On February 25, 2020, the Leukemia & Lymphoma Society released a report that underscores how short-term health plans offer coverage that is inadequate for many consumers. The report, based on a study conducted by Milliman, Inc., analyzes the costs faced by patients who are enrolled in short-term plans and who need treatment for any of the following conditions: lymphoma, heart attack, lung cancer, diabetes, and mental health.

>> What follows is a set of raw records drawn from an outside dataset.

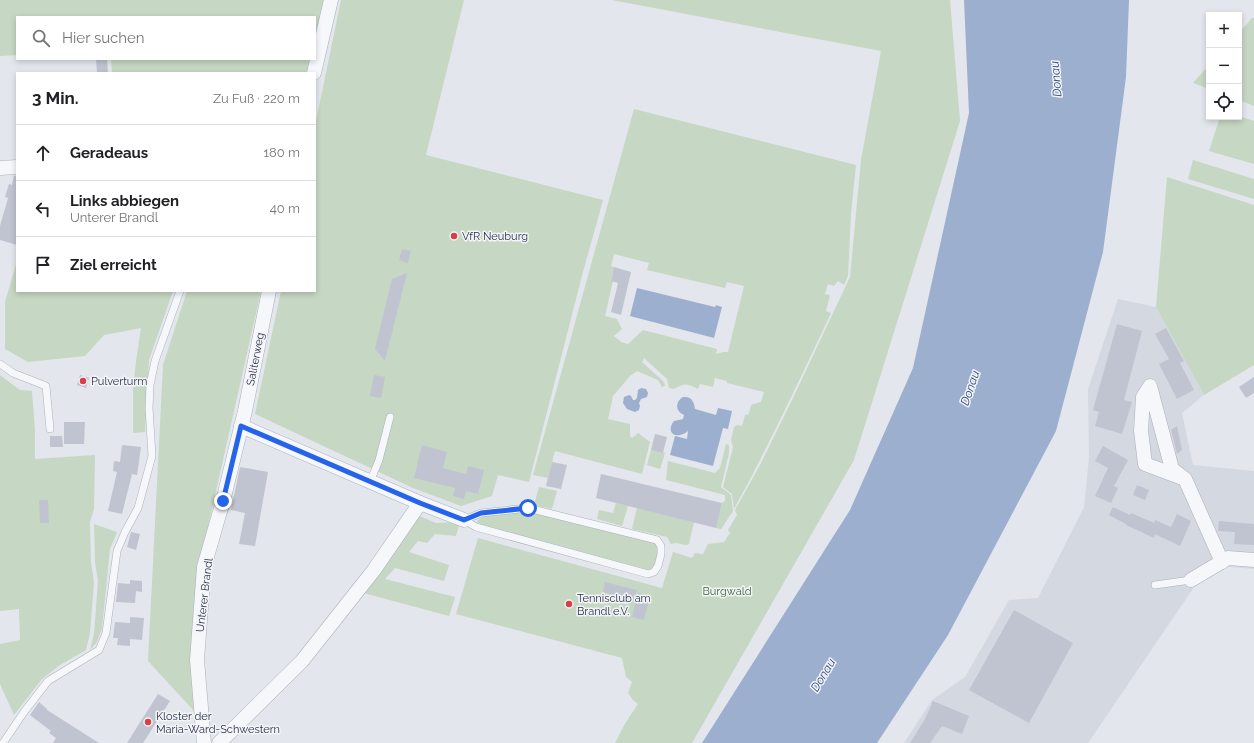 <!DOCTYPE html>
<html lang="de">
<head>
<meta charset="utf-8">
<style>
  body { margin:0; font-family:Raleway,sans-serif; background:#f2f2f2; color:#202124 }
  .controls { position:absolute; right:12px; top:12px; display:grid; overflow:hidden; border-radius:0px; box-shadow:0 2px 6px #0003 }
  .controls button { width:36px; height:36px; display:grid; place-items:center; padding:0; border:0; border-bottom:1px solid #e0e0e0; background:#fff; color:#202124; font:20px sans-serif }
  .stop { position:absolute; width:12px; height:12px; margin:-9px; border:3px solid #2563eb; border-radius:50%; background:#fff }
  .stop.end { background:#2563eb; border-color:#fff; box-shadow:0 1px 4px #0008 }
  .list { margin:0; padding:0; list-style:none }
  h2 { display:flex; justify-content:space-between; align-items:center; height:52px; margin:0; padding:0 16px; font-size:17px }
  h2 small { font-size:13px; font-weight:400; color:#757577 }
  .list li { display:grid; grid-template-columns:26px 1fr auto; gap:12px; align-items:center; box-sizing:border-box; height:56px; padding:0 16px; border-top:1px solid #e0e0e0 }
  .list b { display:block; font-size:15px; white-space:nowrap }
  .list p { margin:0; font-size:13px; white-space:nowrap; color:#757577 }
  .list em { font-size:13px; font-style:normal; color:#757577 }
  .icon { flex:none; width:22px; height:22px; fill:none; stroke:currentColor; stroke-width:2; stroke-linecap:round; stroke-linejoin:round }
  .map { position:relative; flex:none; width:1254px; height:743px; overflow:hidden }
  .search { position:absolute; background:#fff; box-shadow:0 2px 6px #0003; left:16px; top:16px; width:300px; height:44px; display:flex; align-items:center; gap:10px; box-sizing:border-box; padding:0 14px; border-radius:0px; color:#757577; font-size:15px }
  .panel { position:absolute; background:#fff; box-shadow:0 2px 6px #0003; left:16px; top:72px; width:300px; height:220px; border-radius:0px }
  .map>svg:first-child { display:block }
  .built { fill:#d4d8e1 }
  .green { fill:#c6d7c3; fill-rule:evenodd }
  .water { fill:#9cafcf }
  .building { fill:#c0c4d0 }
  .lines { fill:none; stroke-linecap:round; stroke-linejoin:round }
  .service-casing { stroke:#abb0ba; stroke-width:8 }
  .minor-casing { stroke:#abb0ba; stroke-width:15 }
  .service { stroke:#f6f7fa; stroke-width:7 }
  .minor { stroke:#f6f7fa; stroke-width:14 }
  .route { stroke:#2563eb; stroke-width:5 }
  .poi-dot { fill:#da3f46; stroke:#f3f5f9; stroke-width:1.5 }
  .labels { text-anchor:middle; stroke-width:3; stroke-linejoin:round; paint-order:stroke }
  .poi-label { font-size:11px; fill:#293146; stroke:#f3f5f9; text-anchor:start }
  .street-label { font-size:11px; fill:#293146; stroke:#f3f5f9 }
  .park-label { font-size:11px; fill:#396335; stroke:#f3f5f9 }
  .water-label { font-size:12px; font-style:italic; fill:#2f4a7e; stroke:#f3f5f9 }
</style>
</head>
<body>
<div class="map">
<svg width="1254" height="743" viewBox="0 0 1254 743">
  <rect width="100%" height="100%" fill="#e3e6ec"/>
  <!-- built -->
  <polygon class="built" points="1118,299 1156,307 1204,395 1182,413 1193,465 1254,471 1254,569 1218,566 1201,577 1088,743 904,743 932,700 965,677 1009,600 1038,598 1084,507 1089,458 1088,389"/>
  <!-- green -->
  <g class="green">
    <polygon points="0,0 326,0 315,50 315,17 17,17 17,55 0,56"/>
    <polygon points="341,0 464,0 426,155 603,200 583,272 529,482 498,475 492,496 461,506 413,488 255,414 281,291 315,291 315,126"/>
    <polygon points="612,0 950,0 960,121 854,460 692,743 615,743 626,722 638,704 633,700 628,693 632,682 626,677 622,658 456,614 478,538 662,588 673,552 692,558 695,553 703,554 708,544 724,542 730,533 728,530 737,515 735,510 760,465 793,398 850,277 861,160 881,51"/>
    <polygon points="1252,18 1254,18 1254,106 1239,100 1239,33"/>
    <polygon points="111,59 313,59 310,73 112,73"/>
    <polygon points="1209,65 1209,89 1193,83"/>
    <path d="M634 109 856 165 851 214 848 276 844 285 838 281 834 286 828 284 825 294 830 295 826 311 831 313C800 379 769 445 734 509L732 494 723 487 733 447 731 440 734 427 737 425 742 426 745 415 749 414 751 405 761 402 764 392 727 383V381L715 378 713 387 700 384 698 389C687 383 684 383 674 389L669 388 667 379 644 358 642 362 664 382 665 386 662 387 658 380 637 371 630 376 613 396 608 419 630 424V436L632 438 638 433 650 442 642 474 555 451 548 478 533 475ZM614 254 649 263 647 270 725 288 727 282 744 286 728 352H723L716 354 717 349 643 330 628 344 621 342 614 336 622 329 617 319 605 316 613 281 611 280 614 267 611 266Z"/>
    <polygon points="1239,116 1254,121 1254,164 1209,151 1220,117"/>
    <polygon points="1193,160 1254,179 1254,199 1188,179"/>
    <polygon points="1167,177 1254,205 1254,365 1204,395 1156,307"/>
    <polygon points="17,261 17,291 173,291 149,360 145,432 133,433 133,390 136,361 141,328 104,335 85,356 28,362 5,349 5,302"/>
    <polygon points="187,291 261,291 199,567 195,712 148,661 163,365"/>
    <polygon points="0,375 20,390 32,391 35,431 35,459 95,455 94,509 90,522 91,562 94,582 90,633 86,650 60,665 42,679 14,715 0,684 0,644 20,640 19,609 0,611"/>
    <polygon points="726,444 729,445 729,453 721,487 731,495 733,511 721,529 716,528 722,503 725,501 725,495 666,480 668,461 715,473 720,468"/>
    <polygon points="651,450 665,453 660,469 647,465"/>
    <polygon points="539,487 557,491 552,509 534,505"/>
    <polygon points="616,503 628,506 622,526 597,519 599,510 613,513"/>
    <polygon points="637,508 694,522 689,544 686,545 676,543 671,544 667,537 632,529"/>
    <polygon points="528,510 655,542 659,550 654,568 647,571 477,526 477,521 483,516"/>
    <polygon points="417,515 436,523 460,522 456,536 435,534 427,543 418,541 409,552 449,565 444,581 395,568 385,579 455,597 449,616 360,592"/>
    <polygon points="94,524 117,532 110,549 102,628 97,642 90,650 94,634 98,581 95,562"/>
  </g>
  <!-- water -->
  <g class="water">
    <polygon points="964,0 1129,0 1126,77 1103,252 1056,431 948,635 877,743 702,743 850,510 913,368 969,113"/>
    <polygon points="637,288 715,307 716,305 722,307 714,338 630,316"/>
    <polygon points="641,388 646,389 648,393 647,397 641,399 639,403 640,406 639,410 635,412 627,409 623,403 624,397 629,395 631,396 633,400 635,400 637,398 638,390"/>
    <path d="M683 397C692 396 694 402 695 409L716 415 718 408 732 411 728 429 723 428 713 466 670 455 675 436 687 439 688 431C676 441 665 432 674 421L683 419 684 415C675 411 675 402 683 397Z"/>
  </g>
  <!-- building -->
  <g class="building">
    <polygon points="107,59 108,73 97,73 96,60"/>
    <polygon points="14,176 17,176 17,245 0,240 0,226 8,198 5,197 9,184 12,185"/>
    <polygon points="402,249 411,251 408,263 399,260"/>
    <polygon points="614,267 631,272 621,315 611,312 618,283 611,281"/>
    <polygon points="407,273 385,361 375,349 392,279"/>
    <polygon points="1117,324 1142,331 1124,400 1132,402 1122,434 1095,426 1099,412 1093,410"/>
    <polygon points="1166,328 1184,361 1180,363 1194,390 1177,399 1159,364 1169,359 1155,334"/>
    <polygon points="80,375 89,378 86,388 77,385"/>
    <polygon points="374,375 385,377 381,398 370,396"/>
    <polygon points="1254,377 1254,393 1246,398 1239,387"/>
    <polygon points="64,422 85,422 84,444 64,444"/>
    <polygon points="1177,426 1182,450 1177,454 1171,430"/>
    <polygon points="655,434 667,437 663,453 651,450"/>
    <polygon points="50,436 62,436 63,447 50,447"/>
    <polygon points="122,445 141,447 137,475 132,474 122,514 108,511 117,472 113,471 114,461 120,462"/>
    <polygon points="422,445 447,452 443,468 466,474 468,466 484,470 478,494 466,491 464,499 453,496 455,488 414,478"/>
    <polygon points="1103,446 1128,460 1114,486 1118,488 1111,503 1095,496 1108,468 1095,461"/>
    <polygon points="552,462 567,465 561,489 546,486"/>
    <polygon points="240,467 268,472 255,546 239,544 245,513 231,510"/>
    <polygon points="601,474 722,503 716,528 596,498"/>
    <polygon points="1137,485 1149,490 1145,500 1133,495"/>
    <polygon points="39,500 48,500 49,523 40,523"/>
    <polygon points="1113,507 1130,515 1131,513 1154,523 1155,520 1171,527 1177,514 1191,521 1180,546 1155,534 1154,538 1126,525 1126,524 1109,515"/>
    <polygon points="1219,521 1254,524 1254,545 1234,544 1235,532 1218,531"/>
    <polygon points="131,532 140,534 136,550 127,547"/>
    <polygon points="130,580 142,581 142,592 136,591 135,603 116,602 118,583 130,584"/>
    <polygon points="605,582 637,590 634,600 603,592"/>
    <polygon points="638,593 650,596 644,620 632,617"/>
    <polygon points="1014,610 1073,643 1029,723 969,690"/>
    <polygon points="130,617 144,618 142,640 130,639 130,646 117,645 118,638 113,638 115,622 130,623"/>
    <polygon points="158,694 170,701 143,743 127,743"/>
    <polygon points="933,701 969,716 962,734 942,726 930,743 910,743 925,719"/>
    <polygon points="39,702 47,709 47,710 99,743 53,743 56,738 49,733 51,731 30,715"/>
  </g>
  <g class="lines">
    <defs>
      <g id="service">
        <polyline points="0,364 13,373 46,386 50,429"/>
        <polyline points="370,482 379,460 390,417"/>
        <polygon points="528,508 657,540 661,546 661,554 658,566 654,572 648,574 476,527 464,520 481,513"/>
        <polyline points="1155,585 1191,580"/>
        <polyline points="3,743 24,712 48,681 99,650 106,633 117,551 125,532 138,508 152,456 149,408 150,385 155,361 180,291"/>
      </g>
      <g id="minor">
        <polyline points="314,73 331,0"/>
        <polyline points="0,168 17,167"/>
        <polyline points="241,426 420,503 464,520"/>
        <polyline points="1185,479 1145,464 1141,431 1143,397 1150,386 1172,469 1185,479 1222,562"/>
        <polyline points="1191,580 1228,558 1254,560"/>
        <polyline points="204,743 197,660 204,567 223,501 245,411 269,291"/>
        <polyline points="219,743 302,661 374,570 420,503"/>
      </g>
    </defs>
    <!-- service casing -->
    <use href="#service" class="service-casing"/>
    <!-- minor casing -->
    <use href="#minor" class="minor-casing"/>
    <!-- service -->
    <use href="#service" class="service"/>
    <!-- minor -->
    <use href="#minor" class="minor"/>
  </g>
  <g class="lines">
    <!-- route -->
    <polyline class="route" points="223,501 241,426 420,503 464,520 481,513 528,508"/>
  </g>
  <!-- markers -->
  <g class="poi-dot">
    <circle cx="454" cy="236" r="4"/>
    <circle cx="83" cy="381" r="4"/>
    <circle cx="569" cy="604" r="4"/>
    <circle cx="148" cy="722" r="4"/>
  </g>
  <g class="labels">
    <!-- poi labels -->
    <g class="poi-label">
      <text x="462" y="240">VfR Neuburg</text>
      <text x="91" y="385">Pulverturm</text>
      <text x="577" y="602">Tennisclub am<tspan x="577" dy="13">Brandl e.V.</tspan></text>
      <text x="156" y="720">Kloster der<tspan x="156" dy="13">Maria-Ward-Schwestern</tspan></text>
    </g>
    <!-- street labels -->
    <g class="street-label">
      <text transform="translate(255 359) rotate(-79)" y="4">Saliterweg</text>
      <text transform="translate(204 595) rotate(-83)" y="4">Unterer Brandl</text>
    </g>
    <!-- park labels -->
    <g class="park-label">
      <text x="727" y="595">Burgwald</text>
    </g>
    <!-- water labels -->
    <g class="water-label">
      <text transform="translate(1056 79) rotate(-95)" y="4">Donau</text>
      <text transform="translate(970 388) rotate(-71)" y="4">Donau</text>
      <text transform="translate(823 675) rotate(-59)" y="4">Donau</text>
    </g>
  </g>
</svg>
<div class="controls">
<button>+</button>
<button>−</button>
<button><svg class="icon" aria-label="locate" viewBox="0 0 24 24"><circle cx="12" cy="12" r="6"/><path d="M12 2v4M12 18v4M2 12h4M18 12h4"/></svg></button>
</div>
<div class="stop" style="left:528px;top:508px"></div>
<div class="stop end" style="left:223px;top:501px"></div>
<div class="search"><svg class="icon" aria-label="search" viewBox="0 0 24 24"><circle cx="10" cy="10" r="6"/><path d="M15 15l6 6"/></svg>Hier suchen</div>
<section class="panel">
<h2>3 Min.<small>Zu Fuß · 220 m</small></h2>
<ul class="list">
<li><svg class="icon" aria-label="ahead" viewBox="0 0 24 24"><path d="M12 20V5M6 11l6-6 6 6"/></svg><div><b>Geradeaus</b></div><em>180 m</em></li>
<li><svg class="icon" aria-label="left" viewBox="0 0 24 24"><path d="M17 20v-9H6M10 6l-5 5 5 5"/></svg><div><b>Links abbiegen</b><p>Unterer Brandl</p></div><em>40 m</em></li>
<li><svg class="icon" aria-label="arrive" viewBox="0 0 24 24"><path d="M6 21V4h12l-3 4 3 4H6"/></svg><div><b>Ziel erreicht</b></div></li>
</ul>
</section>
</div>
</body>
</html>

The main findings of the report pertain to the out-of-pocket costs that short-term plan enrollees could incur following a serious diagnosis compared to enrollees in ACA-compliant plans. For example, a patient newly diagnosed with lymphoma while covered in a short-term plan could be responsible for $23,100 to $45,800 in out-of-pocket expenses in the first six months following diagnosis, compared to $6,300 that a patient covered in an ACA-compliant plan would expect to pay over the same period. This demonstrates how short-term plans offer inadequate coverage compared to ACA-compliant plans and how they can leave consumers stranded following a serious diagnosis.
Additional findings include:
- Only 33 percent of short-term plans studied in the report offer prescription drug coverage;
- Only 42 percent of short-term plans studied in the report offer mental health coverage;
- More than 1-in-4 short-term plans studied in the report have a deductible over $7,900, which is the maximum deductible allowed for ACA-complaint plans;
- States that have allowed the expansion of short-term plans have experienced a 4.3 percent increase in health insurance premiums in 2020; and
- States that restricted the availability of short-term plans have experienced a 1.2 percent reduction in health insurance premiums for ACA-compliant plans.